Michael Bliss, professor of Canadian history at the University of Toronto, minces no words about what he thinks is wrong with Canadian politics and particularly with the current election campaign. He predicts the triumph of conservatism in keeping with the prevailing mood of our time. There is a growing skepticism among voters about the big government solutions so popular in the 1960s. And most importantly, Bliss writes, there is a steep decline in anti-American sentiment, despite continuing attempts by anti-free trade activists and the Toronto Star to whip it up. He thinks that the real conservatives in this election are the Liberals and New Democrats because they staunchly oppose free trade and virtually every other change brought in by the current government. They seem to think that the current good times can last without any adjustments and changes.

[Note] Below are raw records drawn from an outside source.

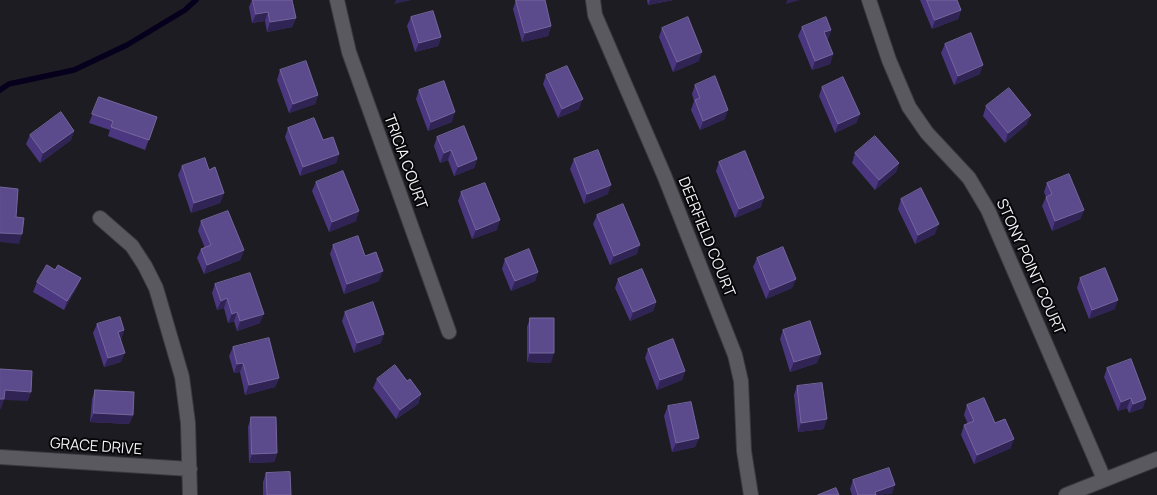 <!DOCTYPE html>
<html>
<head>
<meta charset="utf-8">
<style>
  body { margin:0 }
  canvas { display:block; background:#1c1c22 }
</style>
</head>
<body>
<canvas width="1157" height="495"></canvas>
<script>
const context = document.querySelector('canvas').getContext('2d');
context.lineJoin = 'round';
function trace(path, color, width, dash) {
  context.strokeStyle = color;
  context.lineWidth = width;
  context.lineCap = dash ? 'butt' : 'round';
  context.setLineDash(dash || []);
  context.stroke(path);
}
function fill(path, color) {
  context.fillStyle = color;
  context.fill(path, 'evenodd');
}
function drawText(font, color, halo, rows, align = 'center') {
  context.font = font + ' Manrope,sans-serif';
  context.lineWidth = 4;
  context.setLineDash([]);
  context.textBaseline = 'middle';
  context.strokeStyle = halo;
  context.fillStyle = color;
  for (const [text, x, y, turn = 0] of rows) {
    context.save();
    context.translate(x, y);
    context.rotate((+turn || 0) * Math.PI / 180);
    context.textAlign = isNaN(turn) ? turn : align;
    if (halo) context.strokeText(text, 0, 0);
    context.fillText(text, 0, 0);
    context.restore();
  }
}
trace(new Path2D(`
  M0,90L9,84L74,70L127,45L185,10L196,0`), '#06001d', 5.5);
const minor = new Path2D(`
  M337,0L349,52L449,332
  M593,0L595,15L664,175L735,355L741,381L744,451L751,495
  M869,0L889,60L909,107L927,133L969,178L988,210L1104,479
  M100,218L132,246L145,266L156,288L182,377L188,423L190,495
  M0,457L190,469`);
const tertiary = new Path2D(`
  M1066,495L1157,459`);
trace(minor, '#3b3a3f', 16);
trace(tertiary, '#3b3a3f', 16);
trace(minor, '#5a5960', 14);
trace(tertiary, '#5a5960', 14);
fill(new Path2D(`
  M252,0H292L296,18L292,27L267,32L265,21L252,23L249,7Z
  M516,0L551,26L548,36L522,42L513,9Z
  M647,0H673L648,5Z
  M920,0H957L961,10L958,19L932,29Z
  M411,17L441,37L438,46L415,52L407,26Z
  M802,27L831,30L828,39H827L833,54L830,64L812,70L798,36Z
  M662,28L699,61L673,72L659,37Z
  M945,44L980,74L954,85L941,53Z
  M280,70L318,95L315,104L289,113L277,80Z
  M546,75L579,109L558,118L543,84Z
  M695,85L725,119L700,130L691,110L694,101L692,94Z
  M822,87L860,114L856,123L835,133L819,96Z
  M419,90L452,122L428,131L416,99Z
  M99,97L157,117L145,150L108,136L110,130L89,123Z
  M986,106L1027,124L1005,143L983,116Z
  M288,128L323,140L339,154L336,163L300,176L285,137Z
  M74,131L71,140L40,163L26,144L30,135Z
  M437,137L477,159L474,168L454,176L448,160L440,163L434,146Z
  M855,153L899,163L896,172L875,190L852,163Z
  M574,159L608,194L584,204L570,169Z
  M719,162L761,207L735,218L716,171Z
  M182,166L209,170L224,193L220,203L191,213L178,175Z
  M316,182L356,221L329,232L312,191Z
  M1047,183L1084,210L1080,219L1052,231L1042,206L1046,197L1044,192Z
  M461,192L497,230L472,239L458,201Z
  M901,199L935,234L915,244L898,209Z
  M597,215L637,254L610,265L593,224Z
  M201,221L244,250L240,260L204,274L197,258L201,249L205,248L198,231Z
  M333,245L365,256L379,281L344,294L330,254Z
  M757,258L796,279L792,288L766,299L753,267Z
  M505,259L538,272L535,281L511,291L502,269Z
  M55,270L81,278L77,287L64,310L33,292L37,282Z
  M1080,278L1115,309L1089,319L1077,288Z
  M618,279L656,302L653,311L630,321L615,288Z
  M215,284L260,323L237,331L234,321L228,323L224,308L217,310L212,293Z
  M345,312L381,343L354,353L342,321Z
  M530,318L551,363L527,362V327Z
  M97,324L124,330L121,339V362L104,367L93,333Z
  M783,330L817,363L790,372L780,339Z
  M233,347L279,378L275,387L245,395L240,372L234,373L229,356Z
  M648,349L685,371L682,380L657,390L645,358Z
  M1107,368L1143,408L1129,413L1127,408L1118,411L1104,377Z
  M377,379L407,381L421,394L418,404L396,419L373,388Z
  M797,386L824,429L798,432L794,395Z
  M95,390L133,415L129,424L90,422L92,399Z
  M967,405L995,423L1011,448L974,464L961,435L964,425L968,424L964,415Z
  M668,406L699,438L695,447L672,452L664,416Z
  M251,417L277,453L274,462L249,463L248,427Z
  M266,473L291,495H263V482Z
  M853,480L892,494L852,495L850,489Z`), '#4a377f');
fill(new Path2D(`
  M396,0H412L394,4Z
  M650,0H673L648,5Z
  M787,0H800L786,4Z
  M961,10L958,19L932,29L935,20Z
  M268,12L265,21L252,23L256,14Z
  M296,18L292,27L267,32L270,22Z
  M551,26L548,36L522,42L525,33Z
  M831,30L828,39L821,42L824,32Z
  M441,37L438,46L415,52L419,43Z
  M702,52L699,61L673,72L677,62Z
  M833,54L830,64L812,70L815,61Z
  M983,65L980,74L954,85L958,76Z
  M318,95L315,104L289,113L293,104Z
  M583,99L579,109L558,118L562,109Z
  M728,110L725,119L700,130L703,121Z
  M455,112L452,122L428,131L431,122Z
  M860,114L856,123L835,133L838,124Z
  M1031,115L1027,124L1005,143L1008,133Z
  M74,131L71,140L40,163L43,153Z
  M451,150L448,160L440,163L444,153Z
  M339,154L336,163L300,176L303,167Z
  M477,159L474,168L454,176L458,167Z
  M899,163L896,172L875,190L879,180Z
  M611,185L608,194L584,204L587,194Z
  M224,193L220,203L191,213L194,203Z
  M764,198L761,207L735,218L739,209Z
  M1084,210L1080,219L1052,231L1055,221Z
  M359,211L356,221L329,232L332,222Z
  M500,220L497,230L472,239L476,230Z
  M939,224L935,234L915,244L918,235Z
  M0,233L22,234L19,244L0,242Z
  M640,245L637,254L610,265L614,256Z
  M244,250L240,260L204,274L207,265Z
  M383,271L379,281L344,294L347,284Z
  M538,272L535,281L511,291L515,281Z
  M81,278L77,287L64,310L67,301Z
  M796,279L792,288L766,299L770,290Z
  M227,298L224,308L217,310L221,301Z
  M1118,300L1115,309L1089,319L1092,310Z
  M656,302L653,311L630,321L633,312Z
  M237,312L234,321L228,323L232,314Z
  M264,314L260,323L237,331L240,321Z
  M124,330L121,339L115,341L118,332Z
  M384,334L381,343L354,353L357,343Z
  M125,353L121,362L104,367L108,358Z
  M530,353H554L551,363L527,362Z
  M821,354L817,363L790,372L794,362Z
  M243,363L240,372L234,373L237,364Z
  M685,371L682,380L657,390L660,380Z
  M279,378L275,387L245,395L249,385Z
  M5,390L31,392L28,401L4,400L1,409H0V399Z
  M421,394L418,404L396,419L400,410Z
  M1131,398L1127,408L1118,411L1121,402Z
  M1146,399L1143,408L1129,413L1133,404Z
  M94,413L133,415L129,424L90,422Z
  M827,419L824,429L798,432L801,423Z
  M699,438L695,447L672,452L676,443Z
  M1014,439L1011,448L974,464L977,455Z
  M277,453L274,462L249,463L252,454Z
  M895,485L892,494L874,495L875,492Z`), '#302454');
const building = new Path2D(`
  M253,0H292L296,18L270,22L268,12L256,14Z
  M516,0H545L551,26L525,33Z
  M927,0H957L961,10L935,20Z
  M433,11L441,37L419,43L411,17Z
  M688,17L702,52L677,62L662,28Z
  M826,17L831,30L824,32L833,54L815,61L802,27Z
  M971,33L983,65L958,76L945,44Z
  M306,61L318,95L293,104L280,70Z
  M567,66L583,99L562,109L546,75Z
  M715,76L728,110L703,121L695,100L700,98L695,85Z
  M843,77L860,114L838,124L822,87Z
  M444,81L455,112L431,122L419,90Z
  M1009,88L1031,115L1008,133L986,106Z
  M99,97L157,117L149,140L111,127L113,121L92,114Z
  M61,112L74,131L43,153L30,135Z
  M314,118L323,140L333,137L339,154L303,167L288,128Z
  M464,126L477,159L458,167L451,150L444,153L437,137Z
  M875,136L899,163L879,180L855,153Z
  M598,150L611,185L587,194L574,159Z
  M745,151L764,198L739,209L719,162Z
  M205,158L209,170L215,167L224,193L194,203L182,166Z
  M343,171L359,211L332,222L316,182Z
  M1069,174L1084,210L1055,221L1046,197L1052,194L1047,183Z
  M485,183L500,220L476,230L461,192Z
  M0,187L18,189L16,217L24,218L22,234L0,233Z
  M921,188L939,224L918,235L901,199Z
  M623,204L640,245L614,256L597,215Z
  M228,211L244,250L207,265L201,249L211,245L201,221Z
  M358,236L365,256L376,252L383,271L347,284L333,245Z
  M783,247L796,279L770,290L757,258Z
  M529,249L538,272L515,281L505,259Z
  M47,265L55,270L58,265L81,278L67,301L37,282Z
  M1105,268L1118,300L1092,310L1080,278Z
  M642,269L656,302L633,312L618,279Z
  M250,273L264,314L240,321L237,312L232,314L227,298L221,301L215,284Z
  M373,302L384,334L357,343L345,312Z
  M120,317L124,330L118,332L125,353L108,358L97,324Z
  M530,318H554V353H530Z
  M810,321L821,354L794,362L783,330Z
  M269,338L279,378L249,385L243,363L237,364L233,347Z
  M673,339L685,371L660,380L648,349Z
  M1131,359L1146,399L1133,404L1131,398L1121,402L1107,368Z
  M395,365L407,381L410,379L421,394L400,410L377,379Z
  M0,369L32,371L31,392L5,390L4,399H0Z
  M822,383L827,419L801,423L797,386Z
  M95,390L134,392L133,415L94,413Z
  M984,398L995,423L1005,419L1014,439L977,455L964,425L974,421L967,405Z
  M691,402L699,438L676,443L668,406Z
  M251,417H276L277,453L252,454Z
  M889,468L895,485L875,492L876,495H858L853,480Z
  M290,472L291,495H267L266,473Z
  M836,488L839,495H818Z`);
fill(building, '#5c4b8c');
trace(building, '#74669d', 1);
drawText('15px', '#f4f3f8', '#070709', [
  ["TRICIA COURT",405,162,70],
  ["DEERFIELD COURT",706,237,68],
  ["STONY POINT COURT",1030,267,66],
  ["GRACE DRIVE",96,447,4]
]);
</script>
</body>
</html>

Against this background Bliss predicts victory for the Progressive Conservative Party in the November 21 election, but the irony of it, he writes, is that it may not mean very much. Canada is facing monumental problems in the 1990s relating to our economy and our Constitution, but no party, including the Conservatives, is inclined to contemplate or discuss them. Bliss then concludes:
When the next recession comes, Canadians are going to wake up to find that a generation of short-sighted politicians, Liberals and Conservatives alike, with New Democrats as cheerleaders, have burdened our country with a debt load of staggering proportions. The problem of financing the debt we have built up in the boom years of the 1980s will menace our social programs, our ability to compete in international markets and our national unity. If by that time we have implemented the Meech Lake constitutional accord, turning Canada into one of the world’s loosest, most balkanized federations, our paralysis will be nearly complete.
The 1988 triumph of Mulroney conservatism, if it comes, may not mean much except on the trade question. With none of our leaders—not Mulroney, not Turner, not Broadbent or any of their followers—willing to address our country’s internal economic situation or its constitutional prospects, we are having a strange campaign indeed. The verdict of history may be that our politicians, so full of sound and fury on the hustings, are being tragically irresponsible—the whole lot of them. (Michael Bliss, “Tories Are Riding a Broad, Social Trend,” Toronto Star, October 16, 1988)
Professor Bliss’s comments are like a breath of fresh air. It’s too bad there are so few who dare to say it like it is.